◆ **WHAT THE TASK REQUIRES**
Each line of the data holding "JSON" should be found and copied.

◆ **RAW DATA**

+ + + + + + +

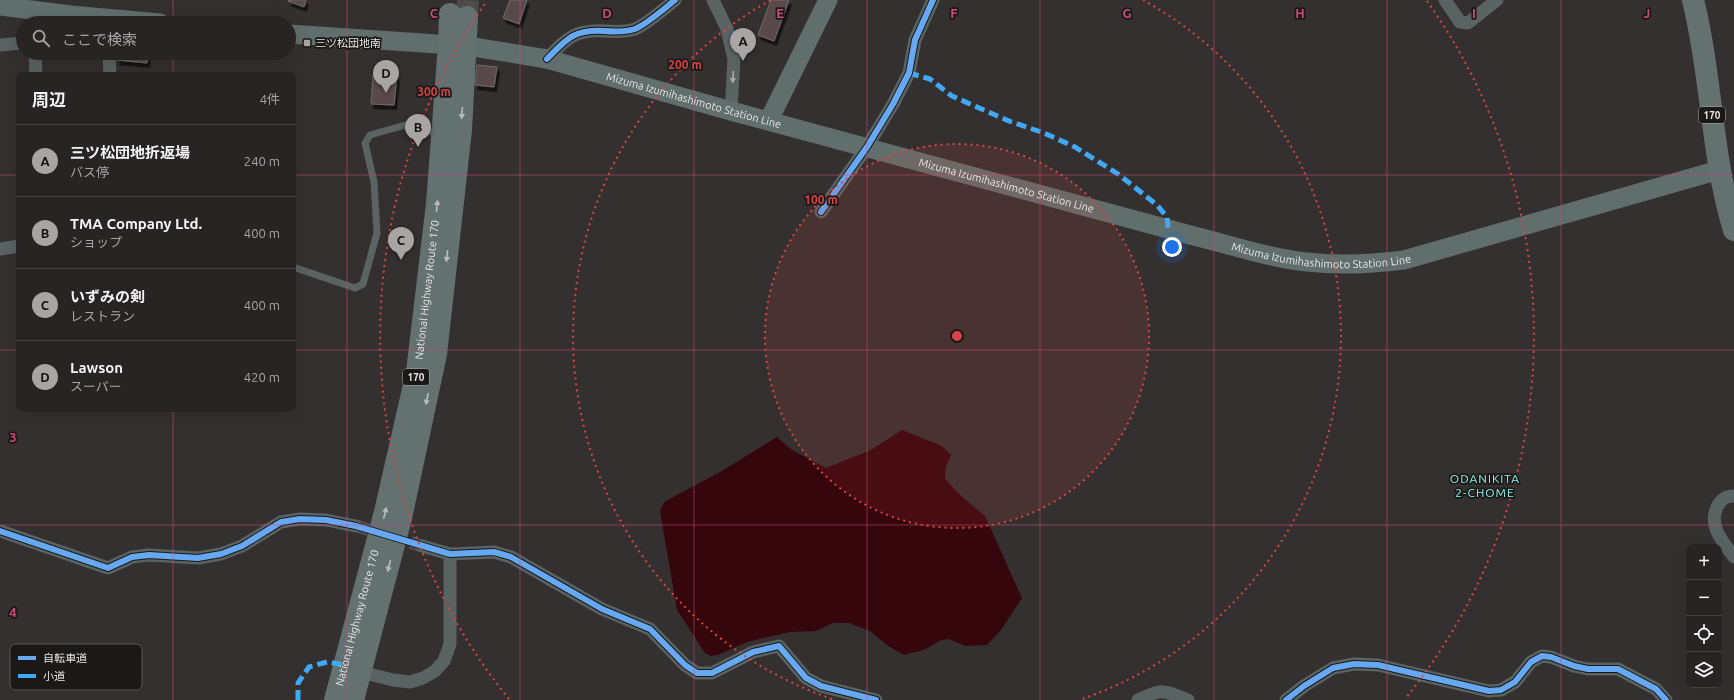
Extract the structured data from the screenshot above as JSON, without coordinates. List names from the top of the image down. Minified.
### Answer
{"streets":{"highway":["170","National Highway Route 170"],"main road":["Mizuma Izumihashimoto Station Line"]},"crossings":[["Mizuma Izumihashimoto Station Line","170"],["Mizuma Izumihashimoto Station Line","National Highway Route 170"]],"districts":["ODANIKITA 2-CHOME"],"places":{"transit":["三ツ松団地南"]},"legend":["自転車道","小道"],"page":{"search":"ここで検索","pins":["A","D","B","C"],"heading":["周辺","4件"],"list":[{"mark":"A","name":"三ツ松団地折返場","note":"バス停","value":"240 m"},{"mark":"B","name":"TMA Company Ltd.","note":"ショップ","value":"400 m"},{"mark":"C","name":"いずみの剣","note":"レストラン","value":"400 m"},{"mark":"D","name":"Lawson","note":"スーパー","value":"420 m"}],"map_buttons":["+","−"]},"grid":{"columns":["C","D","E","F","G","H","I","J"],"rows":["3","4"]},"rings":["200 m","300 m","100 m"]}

+ + + + + + +

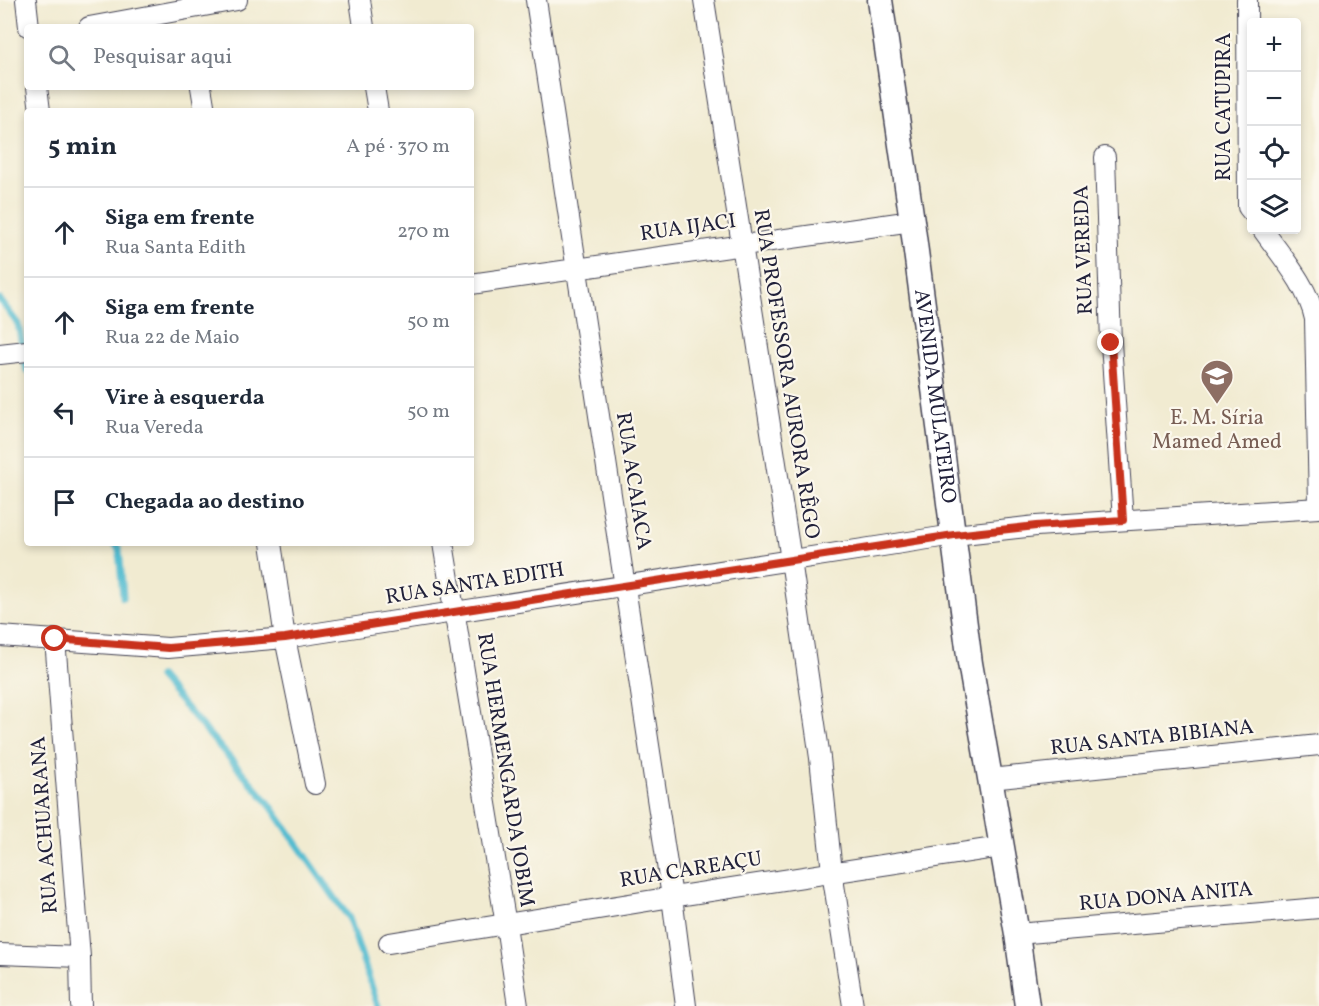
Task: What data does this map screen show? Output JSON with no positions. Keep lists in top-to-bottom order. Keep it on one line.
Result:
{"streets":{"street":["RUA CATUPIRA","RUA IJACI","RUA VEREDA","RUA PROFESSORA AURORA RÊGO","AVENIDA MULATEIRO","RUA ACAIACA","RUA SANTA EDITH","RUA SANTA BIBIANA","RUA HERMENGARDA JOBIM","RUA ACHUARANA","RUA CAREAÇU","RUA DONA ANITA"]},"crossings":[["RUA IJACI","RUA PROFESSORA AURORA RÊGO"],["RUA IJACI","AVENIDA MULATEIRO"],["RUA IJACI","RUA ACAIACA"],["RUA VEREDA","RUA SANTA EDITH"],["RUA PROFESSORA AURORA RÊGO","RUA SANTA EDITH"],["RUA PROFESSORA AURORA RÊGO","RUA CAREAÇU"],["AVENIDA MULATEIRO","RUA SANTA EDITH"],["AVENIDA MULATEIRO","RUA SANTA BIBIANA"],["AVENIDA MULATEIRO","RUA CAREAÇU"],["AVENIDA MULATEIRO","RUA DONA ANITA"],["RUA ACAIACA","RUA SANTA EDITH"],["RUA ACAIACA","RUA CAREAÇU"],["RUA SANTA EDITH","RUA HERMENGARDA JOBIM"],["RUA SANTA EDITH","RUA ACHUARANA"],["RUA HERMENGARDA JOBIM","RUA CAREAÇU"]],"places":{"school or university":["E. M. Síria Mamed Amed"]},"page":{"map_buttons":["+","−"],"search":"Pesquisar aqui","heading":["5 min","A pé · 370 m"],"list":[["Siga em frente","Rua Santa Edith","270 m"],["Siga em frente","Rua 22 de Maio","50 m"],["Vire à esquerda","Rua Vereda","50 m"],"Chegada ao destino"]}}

+ + + + + + +

◆ **FINISHED EXERCISE**
Extract the structured data from the screenshot above as JSON, without coordinates. List names from the top of the image down. Minified.
Task: What data does this map screen show? Output JSON with no positions. Keep lists in top-to-bottom order. Keep it on one line.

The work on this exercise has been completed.